■ Instructions to follow:
Below are the records; count how many of their lines hold the string "image" and give the number alone.

■ Data for this task:
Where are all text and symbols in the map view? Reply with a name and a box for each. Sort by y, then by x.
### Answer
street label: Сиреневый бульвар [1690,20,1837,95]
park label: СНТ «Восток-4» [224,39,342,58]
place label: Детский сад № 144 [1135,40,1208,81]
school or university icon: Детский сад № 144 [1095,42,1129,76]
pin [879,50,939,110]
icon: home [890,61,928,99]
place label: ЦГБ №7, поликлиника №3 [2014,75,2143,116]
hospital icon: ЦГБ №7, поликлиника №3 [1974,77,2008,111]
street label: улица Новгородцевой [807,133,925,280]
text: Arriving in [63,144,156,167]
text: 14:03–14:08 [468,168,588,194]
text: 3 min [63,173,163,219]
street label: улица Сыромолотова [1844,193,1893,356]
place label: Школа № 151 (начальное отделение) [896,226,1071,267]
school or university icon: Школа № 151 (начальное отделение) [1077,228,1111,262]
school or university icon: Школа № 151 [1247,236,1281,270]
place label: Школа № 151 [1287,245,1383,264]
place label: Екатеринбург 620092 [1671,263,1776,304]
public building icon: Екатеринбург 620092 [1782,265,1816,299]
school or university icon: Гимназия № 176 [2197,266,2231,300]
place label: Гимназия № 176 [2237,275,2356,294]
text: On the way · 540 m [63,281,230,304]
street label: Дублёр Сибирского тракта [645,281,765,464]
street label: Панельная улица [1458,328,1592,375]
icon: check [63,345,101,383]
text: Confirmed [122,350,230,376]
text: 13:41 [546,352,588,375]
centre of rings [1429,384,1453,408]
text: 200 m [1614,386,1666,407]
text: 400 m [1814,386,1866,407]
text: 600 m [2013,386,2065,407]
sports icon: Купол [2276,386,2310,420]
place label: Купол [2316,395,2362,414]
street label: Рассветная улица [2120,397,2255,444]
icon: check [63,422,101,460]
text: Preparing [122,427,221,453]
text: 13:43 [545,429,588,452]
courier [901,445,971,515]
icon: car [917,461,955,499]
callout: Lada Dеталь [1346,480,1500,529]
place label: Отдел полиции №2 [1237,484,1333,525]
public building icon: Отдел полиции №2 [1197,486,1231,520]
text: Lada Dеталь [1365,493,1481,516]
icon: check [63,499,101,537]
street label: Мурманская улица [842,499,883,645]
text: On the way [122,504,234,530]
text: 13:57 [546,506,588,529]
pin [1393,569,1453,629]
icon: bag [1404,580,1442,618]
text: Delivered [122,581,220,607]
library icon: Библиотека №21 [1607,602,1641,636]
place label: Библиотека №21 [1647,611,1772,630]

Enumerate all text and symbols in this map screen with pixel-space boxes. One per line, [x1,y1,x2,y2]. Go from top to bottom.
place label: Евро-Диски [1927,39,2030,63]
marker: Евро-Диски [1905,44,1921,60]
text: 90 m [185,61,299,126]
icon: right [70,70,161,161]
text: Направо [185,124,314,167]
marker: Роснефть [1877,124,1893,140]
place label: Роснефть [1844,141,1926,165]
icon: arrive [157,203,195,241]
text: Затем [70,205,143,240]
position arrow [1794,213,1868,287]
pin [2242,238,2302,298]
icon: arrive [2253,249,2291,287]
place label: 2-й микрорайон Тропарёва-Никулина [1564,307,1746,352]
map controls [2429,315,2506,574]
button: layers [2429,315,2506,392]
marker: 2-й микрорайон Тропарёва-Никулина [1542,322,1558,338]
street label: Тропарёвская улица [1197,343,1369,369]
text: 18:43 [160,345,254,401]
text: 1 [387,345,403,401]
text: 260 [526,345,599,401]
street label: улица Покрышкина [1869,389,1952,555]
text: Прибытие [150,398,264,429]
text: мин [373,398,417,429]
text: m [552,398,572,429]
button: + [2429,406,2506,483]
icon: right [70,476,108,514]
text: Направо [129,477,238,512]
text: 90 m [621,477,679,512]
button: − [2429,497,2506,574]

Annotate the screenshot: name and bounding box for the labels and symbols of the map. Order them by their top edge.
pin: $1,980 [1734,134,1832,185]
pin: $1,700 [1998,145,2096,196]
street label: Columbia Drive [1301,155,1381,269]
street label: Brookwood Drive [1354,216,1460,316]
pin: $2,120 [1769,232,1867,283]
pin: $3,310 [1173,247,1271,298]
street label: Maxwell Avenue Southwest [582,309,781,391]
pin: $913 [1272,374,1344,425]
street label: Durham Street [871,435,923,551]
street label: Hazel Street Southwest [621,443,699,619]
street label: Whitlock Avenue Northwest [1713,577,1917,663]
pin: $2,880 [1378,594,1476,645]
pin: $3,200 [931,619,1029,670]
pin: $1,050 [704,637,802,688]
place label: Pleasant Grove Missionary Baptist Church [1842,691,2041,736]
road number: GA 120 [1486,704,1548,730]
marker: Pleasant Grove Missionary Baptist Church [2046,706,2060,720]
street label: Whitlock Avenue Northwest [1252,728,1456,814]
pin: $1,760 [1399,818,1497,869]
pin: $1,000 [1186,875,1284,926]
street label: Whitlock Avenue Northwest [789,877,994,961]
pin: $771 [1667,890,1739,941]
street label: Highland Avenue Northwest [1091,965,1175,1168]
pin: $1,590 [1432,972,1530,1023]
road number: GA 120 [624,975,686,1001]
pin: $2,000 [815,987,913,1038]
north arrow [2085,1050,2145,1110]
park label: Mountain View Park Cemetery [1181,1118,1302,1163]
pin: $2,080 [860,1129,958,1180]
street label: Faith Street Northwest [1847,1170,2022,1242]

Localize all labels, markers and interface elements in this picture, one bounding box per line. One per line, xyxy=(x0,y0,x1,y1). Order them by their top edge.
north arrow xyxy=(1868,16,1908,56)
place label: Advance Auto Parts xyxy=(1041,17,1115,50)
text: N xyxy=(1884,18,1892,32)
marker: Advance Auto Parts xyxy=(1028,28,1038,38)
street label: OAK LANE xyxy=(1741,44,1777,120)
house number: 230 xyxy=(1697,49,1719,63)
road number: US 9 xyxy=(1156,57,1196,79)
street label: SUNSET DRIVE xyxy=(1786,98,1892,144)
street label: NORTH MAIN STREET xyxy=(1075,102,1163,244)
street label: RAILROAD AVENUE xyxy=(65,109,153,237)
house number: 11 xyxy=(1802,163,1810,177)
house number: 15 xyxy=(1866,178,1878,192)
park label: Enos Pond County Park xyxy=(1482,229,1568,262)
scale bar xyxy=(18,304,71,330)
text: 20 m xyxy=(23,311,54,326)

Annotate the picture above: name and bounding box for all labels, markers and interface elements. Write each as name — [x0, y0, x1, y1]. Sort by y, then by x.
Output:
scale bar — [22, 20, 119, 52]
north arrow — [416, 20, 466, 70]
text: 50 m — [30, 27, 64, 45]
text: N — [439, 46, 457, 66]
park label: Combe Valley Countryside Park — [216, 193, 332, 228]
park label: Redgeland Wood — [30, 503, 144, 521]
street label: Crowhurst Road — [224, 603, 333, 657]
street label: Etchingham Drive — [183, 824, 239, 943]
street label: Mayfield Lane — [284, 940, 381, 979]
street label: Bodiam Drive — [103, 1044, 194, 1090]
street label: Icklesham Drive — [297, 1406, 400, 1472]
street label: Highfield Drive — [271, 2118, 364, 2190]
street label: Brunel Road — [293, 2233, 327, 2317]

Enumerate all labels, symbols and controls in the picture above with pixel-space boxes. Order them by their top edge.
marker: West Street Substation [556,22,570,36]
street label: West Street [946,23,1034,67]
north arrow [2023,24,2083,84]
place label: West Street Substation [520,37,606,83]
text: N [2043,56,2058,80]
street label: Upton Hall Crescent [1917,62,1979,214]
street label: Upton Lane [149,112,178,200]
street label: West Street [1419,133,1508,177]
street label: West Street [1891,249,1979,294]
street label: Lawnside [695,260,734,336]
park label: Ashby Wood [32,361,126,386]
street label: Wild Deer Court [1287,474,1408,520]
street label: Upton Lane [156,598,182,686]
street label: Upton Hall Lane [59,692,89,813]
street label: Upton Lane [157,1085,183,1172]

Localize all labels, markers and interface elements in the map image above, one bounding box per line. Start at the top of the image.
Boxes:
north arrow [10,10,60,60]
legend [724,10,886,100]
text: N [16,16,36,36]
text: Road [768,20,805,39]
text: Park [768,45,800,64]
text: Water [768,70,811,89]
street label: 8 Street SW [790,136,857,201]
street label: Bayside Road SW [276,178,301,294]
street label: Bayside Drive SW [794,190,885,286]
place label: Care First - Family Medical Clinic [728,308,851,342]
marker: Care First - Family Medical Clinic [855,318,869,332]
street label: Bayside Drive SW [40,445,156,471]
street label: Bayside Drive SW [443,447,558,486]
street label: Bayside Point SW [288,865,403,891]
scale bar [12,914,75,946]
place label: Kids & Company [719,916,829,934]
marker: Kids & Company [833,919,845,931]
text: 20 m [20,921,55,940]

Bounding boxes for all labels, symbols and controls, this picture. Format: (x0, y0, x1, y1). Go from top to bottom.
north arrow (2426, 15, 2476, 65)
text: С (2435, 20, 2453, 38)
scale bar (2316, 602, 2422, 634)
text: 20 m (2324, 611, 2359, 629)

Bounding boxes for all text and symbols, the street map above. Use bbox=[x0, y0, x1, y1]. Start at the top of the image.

■ Problem solution:
2